- Work instruction: In the records that follow, find each line containing "service" and copy it.

- Data listing:
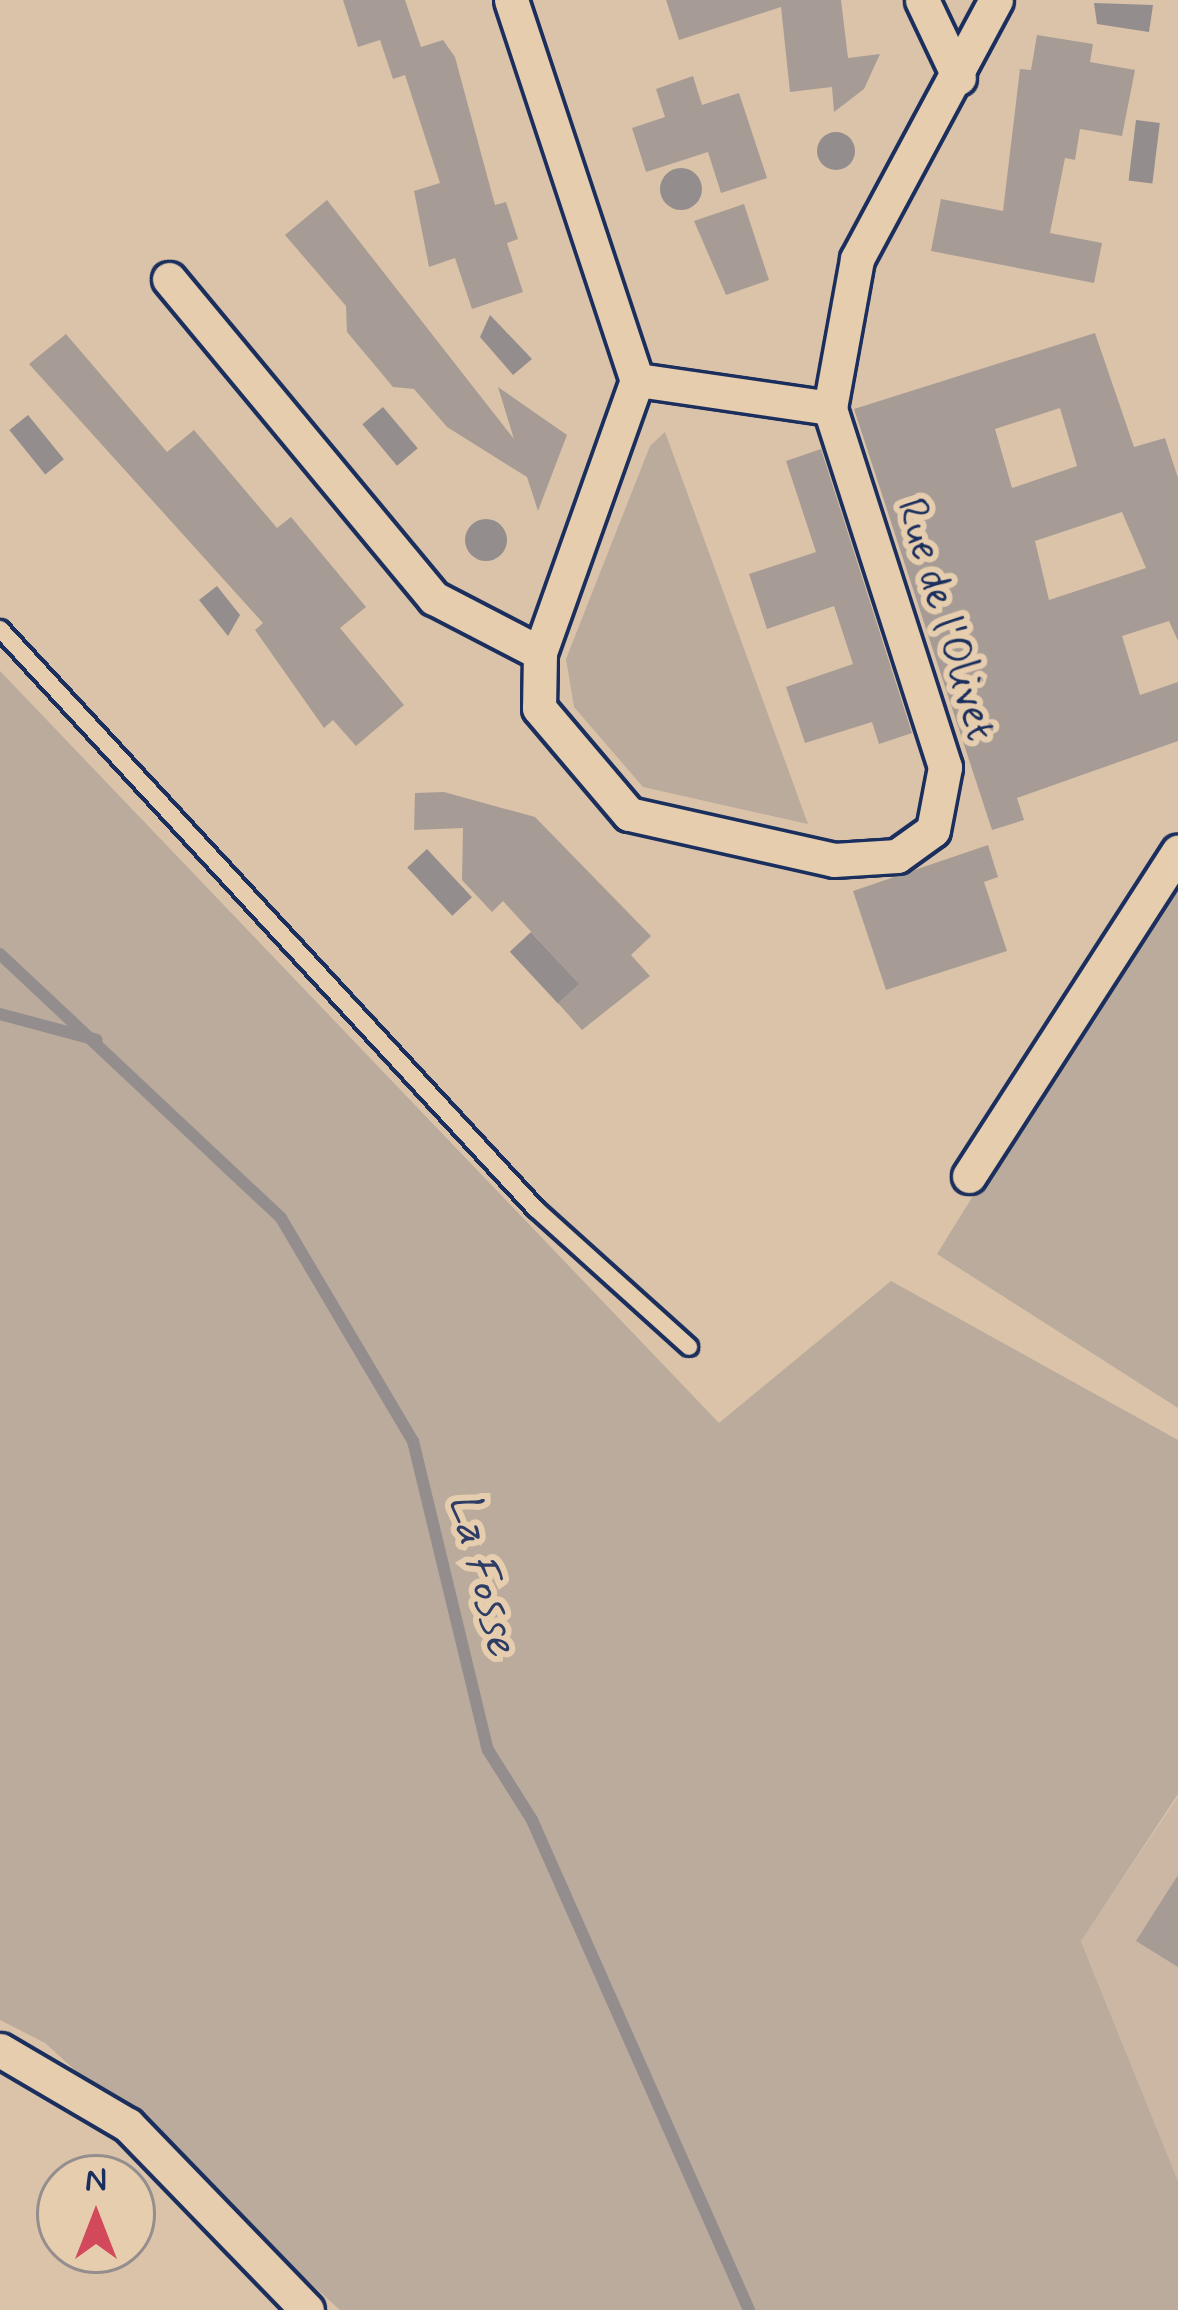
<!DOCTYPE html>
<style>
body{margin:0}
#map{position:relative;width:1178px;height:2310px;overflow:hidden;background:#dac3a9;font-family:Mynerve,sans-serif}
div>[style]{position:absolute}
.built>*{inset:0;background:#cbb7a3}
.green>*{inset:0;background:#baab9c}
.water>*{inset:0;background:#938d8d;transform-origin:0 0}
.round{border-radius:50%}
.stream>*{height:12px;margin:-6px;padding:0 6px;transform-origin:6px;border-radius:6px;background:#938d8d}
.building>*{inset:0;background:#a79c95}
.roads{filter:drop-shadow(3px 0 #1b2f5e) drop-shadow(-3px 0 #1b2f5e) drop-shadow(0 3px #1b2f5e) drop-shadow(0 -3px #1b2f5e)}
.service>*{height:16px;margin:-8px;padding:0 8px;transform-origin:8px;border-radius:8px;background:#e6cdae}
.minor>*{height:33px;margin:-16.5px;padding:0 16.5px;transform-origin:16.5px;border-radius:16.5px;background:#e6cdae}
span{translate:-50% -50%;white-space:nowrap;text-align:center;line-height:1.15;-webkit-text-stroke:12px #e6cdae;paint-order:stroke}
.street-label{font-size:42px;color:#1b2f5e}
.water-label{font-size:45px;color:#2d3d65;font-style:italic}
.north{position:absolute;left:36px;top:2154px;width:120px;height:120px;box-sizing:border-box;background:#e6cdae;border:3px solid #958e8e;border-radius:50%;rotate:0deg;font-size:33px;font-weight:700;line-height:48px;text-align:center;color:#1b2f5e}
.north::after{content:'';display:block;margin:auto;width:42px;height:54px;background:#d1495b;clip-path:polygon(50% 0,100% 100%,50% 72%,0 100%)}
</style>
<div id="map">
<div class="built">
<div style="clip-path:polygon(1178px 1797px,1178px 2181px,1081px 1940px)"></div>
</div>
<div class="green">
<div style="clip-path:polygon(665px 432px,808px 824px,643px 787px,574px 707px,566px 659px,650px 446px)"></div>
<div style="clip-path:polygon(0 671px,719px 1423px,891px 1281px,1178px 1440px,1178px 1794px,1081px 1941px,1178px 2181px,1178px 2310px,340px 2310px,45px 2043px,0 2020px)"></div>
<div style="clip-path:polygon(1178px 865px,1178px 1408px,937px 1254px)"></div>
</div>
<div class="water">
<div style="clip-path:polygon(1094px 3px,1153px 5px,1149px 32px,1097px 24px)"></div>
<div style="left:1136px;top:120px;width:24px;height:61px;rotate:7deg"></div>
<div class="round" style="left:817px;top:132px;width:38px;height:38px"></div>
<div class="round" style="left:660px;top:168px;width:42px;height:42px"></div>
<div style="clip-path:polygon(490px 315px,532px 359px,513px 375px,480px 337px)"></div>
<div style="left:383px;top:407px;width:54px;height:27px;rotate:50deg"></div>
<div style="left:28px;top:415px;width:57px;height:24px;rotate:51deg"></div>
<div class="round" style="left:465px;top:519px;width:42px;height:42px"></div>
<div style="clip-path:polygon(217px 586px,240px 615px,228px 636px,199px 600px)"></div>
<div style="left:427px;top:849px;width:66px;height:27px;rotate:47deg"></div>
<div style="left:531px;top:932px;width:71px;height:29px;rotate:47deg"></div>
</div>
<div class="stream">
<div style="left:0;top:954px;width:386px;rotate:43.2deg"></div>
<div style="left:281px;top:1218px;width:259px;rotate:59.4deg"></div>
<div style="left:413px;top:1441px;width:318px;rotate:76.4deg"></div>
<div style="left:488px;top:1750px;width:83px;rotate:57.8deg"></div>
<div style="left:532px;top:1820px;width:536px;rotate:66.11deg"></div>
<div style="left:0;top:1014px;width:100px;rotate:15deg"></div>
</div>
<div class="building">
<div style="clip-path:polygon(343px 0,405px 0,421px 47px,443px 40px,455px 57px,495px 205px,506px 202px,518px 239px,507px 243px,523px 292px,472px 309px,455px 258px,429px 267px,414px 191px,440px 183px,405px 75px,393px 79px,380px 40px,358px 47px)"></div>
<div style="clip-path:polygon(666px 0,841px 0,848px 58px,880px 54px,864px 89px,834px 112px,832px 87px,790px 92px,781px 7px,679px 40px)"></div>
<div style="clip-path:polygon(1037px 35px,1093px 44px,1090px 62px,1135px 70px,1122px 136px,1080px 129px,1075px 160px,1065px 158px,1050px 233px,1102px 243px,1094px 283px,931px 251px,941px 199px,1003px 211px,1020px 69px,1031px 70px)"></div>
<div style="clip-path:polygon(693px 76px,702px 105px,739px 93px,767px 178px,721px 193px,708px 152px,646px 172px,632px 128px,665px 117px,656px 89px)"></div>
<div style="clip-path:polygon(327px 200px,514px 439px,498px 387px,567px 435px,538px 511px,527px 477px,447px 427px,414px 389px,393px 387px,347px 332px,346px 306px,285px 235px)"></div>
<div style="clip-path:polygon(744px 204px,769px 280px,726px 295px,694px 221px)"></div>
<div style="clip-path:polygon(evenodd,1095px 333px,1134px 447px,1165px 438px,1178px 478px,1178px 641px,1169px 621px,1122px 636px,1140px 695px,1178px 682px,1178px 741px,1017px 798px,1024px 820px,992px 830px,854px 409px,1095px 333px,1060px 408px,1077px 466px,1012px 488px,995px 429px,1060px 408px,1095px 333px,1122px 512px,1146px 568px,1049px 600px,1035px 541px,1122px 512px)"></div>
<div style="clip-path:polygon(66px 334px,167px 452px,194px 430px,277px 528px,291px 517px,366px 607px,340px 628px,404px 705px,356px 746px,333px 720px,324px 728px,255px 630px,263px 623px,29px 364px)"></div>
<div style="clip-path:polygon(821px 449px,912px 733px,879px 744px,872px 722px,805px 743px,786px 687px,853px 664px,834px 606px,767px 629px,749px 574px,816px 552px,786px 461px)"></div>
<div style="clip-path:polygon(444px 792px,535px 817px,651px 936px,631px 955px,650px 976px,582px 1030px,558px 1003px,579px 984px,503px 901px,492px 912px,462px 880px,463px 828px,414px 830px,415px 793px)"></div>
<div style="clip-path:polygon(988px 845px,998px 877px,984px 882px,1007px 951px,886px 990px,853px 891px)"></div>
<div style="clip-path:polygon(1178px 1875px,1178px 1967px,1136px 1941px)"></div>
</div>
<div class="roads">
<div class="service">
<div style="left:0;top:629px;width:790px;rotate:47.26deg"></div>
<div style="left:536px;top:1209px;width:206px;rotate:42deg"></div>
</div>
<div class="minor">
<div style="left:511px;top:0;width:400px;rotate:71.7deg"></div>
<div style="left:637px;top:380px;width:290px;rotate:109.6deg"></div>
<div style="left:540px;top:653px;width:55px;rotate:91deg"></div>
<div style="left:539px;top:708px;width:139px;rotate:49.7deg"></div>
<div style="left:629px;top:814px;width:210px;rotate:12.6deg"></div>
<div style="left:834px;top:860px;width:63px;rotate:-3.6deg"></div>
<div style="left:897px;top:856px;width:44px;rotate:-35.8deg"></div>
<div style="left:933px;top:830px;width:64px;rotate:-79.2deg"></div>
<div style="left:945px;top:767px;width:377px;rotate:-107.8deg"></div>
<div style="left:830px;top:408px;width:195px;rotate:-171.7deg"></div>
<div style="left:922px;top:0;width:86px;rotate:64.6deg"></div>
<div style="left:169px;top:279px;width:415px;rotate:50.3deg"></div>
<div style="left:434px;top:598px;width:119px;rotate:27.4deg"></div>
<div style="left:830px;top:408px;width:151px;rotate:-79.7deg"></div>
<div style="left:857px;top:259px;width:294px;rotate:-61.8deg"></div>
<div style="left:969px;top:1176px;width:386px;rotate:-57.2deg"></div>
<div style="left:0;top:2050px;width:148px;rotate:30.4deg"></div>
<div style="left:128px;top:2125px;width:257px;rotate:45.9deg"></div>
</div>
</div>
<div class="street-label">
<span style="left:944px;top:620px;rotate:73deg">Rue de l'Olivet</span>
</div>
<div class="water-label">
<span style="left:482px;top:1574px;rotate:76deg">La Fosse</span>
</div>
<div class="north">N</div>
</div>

- Answer to this task:
.service>*{height:16px;margin:-8px;padding:0 8px;transform-origin:8px;border-radius:8px;background:#e6cdae}
<div class="service">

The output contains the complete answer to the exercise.